Reviewed by Christy
When someone thinks of Stephen King they probably think of drain-dwelling clowns or ax-wielding dads or any a number of iconic horror imagery. A novel about an older woman telling her life story in one long monologue might not make the cut. But Dolores Claiborne has plenty of horror between its pages – mostly of the everyday, human kind.
Dolores has been taken in for questioning by the police after her employer of over thirty years is found dead at the bottom of her stairs. Unfortunately, Dolores has already been under suspicion for decades after the strange, maybe-accidental-maybe-not death of her abusive husband.

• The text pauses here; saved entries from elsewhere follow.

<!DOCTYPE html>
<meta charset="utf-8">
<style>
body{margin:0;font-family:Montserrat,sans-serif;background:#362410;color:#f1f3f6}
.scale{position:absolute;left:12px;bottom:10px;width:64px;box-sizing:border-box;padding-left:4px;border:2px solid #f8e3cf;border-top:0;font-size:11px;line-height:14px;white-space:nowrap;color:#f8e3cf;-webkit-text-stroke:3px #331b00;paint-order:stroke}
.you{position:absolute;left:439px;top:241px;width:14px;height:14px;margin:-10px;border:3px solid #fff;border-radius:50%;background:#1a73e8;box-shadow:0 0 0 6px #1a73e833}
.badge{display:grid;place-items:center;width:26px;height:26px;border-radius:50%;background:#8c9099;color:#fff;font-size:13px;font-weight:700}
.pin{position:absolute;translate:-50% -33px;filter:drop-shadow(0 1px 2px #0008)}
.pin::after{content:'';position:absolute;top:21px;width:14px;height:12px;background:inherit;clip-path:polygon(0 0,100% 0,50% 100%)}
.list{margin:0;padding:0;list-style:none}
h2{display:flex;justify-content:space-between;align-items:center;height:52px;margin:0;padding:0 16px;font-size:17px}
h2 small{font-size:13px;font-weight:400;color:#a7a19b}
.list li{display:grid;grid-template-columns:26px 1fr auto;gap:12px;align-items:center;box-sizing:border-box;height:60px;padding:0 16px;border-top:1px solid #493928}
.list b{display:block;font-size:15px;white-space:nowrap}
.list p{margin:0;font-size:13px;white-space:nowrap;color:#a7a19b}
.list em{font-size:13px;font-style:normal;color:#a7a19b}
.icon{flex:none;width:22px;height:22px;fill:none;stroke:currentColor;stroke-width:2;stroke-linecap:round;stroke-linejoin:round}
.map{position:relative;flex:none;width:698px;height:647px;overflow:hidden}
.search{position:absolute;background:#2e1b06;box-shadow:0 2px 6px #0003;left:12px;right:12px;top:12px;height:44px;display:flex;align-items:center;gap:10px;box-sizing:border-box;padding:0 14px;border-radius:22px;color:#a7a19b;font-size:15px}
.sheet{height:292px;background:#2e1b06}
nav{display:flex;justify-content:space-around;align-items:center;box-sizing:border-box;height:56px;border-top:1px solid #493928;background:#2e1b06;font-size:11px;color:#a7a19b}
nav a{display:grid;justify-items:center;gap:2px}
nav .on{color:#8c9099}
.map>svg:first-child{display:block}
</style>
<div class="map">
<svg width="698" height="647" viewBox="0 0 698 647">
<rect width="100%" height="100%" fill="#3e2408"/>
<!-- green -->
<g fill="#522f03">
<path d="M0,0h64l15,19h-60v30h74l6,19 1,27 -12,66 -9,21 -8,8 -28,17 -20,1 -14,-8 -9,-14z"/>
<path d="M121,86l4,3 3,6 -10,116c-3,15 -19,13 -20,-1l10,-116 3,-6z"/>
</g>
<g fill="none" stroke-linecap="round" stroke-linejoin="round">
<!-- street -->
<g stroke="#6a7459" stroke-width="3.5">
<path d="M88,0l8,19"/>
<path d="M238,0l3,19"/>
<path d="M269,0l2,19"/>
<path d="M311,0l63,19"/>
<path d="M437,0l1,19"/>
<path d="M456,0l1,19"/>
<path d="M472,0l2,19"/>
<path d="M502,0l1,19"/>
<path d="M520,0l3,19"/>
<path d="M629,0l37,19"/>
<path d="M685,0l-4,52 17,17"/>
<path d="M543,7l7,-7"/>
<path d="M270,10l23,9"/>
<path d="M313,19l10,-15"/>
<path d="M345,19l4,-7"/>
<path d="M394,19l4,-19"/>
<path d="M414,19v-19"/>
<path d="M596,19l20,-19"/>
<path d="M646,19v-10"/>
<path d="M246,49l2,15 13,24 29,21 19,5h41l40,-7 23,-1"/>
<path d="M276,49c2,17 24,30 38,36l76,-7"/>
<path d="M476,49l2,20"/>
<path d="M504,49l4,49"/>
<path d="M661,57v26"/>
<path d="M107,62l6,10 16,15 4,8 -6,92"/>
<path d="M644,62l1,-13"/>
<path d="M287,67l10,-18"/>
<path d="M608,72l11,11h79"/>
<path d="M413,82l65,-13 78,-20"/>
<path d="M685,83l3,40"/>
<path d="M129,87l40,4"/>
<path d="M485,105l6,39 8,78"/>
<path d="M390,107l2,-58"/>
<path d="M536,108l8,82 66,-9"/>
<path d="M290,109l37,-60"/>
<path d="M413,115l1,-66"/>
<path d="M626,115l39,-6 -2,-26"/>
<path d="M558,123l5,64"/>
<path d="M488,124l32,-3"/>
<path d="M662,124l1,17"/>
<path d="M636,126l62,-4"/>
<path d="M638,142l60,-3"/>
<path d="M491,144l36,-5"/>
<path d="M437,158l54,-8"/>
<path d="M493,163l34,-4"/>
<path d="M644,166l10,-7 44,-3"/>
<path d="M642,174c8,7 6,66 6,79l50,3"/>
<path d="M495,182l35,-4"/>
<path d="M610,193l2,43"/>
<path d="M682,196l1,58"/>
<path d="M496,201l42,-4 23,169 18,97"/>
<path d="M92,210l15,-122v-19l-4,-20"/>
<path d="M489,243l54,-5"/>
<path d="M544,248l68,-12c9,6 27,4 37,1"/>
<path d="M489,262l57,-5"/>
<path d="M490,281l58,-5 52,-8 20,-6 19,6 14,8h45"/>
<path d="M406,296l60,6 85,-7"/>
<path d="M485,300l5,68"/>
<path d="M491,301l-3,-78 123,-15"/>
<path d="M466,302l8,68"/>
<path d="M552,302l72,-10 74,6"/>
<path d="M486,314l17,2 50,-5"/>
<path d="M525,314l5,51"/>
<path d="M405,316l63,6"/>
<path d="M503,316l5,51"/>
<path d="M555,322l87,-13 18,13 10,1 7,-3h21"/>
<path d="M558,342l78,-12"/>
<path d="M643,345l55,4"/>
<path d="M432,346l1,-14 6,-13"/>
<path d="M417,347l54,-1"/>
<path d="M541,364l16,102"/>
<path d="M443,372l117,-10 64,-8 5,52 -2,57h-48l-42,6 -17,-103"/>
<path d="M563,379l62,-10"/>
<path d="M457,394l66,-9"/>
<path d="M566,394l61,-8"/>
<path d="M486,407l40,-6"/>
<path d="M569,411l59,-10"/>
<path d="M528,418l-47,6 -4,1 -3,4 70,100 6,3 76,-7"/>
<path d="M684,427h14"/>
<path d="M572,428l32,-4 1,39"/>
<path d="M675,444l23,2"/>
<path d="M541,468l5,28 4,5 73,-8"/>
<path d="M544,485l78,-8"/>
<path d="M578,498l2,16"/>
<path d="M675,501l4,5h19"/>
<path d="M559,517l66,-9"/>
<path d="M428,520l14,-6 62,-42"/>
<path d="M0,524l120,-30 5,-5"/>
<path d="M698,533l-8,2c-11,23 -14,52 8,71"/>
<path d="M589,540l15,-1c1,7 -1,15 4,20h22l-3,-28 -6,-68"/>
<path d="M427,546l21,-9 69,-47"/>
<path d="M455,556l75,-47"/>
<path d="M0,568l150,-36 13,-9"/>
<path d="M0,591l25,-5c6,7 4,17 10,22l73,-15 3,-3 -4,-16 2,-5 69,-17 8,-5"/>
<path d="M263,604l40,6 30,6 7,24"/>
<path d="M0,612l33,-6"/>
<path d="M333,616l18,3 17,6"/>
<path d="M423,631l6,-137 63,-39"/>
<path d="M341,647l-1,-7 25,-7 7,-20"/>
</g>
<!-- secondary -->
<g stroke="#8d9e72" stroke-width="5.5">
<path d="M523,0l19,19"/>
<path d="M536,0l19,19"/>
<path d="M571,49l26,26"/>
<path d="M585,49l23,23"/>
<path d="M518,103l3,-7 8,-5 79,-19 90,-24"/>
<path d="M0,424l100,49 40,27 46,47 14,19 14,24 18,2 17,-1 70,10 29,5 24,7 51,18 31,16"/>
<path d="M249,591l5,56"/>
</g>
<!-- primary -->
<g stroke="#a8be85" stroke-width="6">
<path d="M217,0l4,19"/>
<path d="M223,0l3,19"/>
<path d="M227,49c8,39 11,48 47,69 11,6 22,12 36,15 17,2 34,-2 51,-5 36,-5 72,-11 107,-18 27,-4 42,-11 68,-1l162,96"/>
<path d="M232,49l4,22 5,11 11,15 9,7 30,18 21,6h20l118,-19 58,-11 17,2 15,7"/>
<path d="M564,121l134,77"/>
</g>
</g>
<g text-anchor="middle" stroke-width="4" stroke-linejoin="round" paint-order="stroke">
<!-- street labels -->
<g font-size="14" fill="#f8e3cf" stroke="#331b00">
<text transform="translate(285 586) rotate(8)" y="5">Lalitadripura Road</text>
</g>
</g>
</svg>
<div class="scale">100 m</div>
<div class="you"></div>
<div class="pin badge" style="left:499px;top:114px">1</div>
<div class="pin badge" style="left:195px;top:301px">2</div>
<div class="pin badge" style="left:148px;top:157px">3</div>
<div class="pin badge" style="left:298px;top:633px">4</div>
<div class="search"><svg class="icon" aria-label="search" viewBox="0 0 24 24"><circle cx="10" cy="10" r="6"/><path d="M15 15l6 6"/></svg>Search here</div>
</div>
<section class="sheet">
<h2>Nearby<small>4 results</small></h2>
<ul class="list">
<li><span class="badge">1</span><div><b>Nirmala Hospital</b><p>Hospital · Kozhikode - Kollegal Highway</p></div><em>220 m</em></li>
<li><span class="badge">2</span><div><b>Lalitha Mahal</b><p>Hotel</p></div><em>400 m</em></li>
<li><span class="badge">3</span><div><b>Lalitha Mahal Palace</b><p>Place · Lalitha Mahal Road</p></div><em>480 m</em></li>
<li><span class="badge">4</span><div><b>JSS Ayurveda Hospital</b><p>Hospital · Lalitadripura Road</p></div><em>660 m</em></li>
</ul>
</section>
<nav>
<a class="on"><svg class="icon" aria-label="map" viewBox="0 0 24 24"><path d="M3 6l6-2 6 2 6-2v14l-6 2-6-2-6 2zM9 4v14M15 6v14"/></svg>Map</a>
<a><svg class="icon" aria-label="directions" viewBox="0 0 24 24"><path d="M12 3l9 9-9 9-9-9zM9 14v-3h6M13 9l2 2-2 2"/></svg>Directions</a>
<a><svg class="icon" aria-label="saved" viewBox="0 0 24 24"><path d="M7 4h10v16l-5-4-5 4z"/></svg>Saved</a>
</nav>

The novel is mostly made up of Dolores’ statement to the police. She begins with how she met her no-good husband Joe and goes into great detail about working for her employer Vera as a caretaker. Neither of these are particularly healthy relationships but Dolores takes it in stride. I could see how a book-long monologue doesn’t sound very exciting but Dolores is an interesting character whose story I was eager to hear.
The book is written in a thick Maine dialect to give it some flavor, however I chose to listen to it on audio book which gave it even more dimension (and it’s easier for me to take in a dialect via audio versus reading it on the page). The narrator, Frances Sternhagen, does a fantastic job, and I thoroughly enjoyed listening to Dolores’ story through her. Dolores is a crotchety, out-spoken woman who is not without her charms, and I loved her.
I think Dolores Claiborne is a good example of what people want when they ask for “strong female characters”: she’s not perfect by any means, but she’s a fleshed out, flawed human like anyone else, and she just wants a chance to say her piece.
If anyone is interested, the audio book is available on READS, and the regular print book is available at Main. Main also has the 1991 movie adaptation starring Kathy Bates!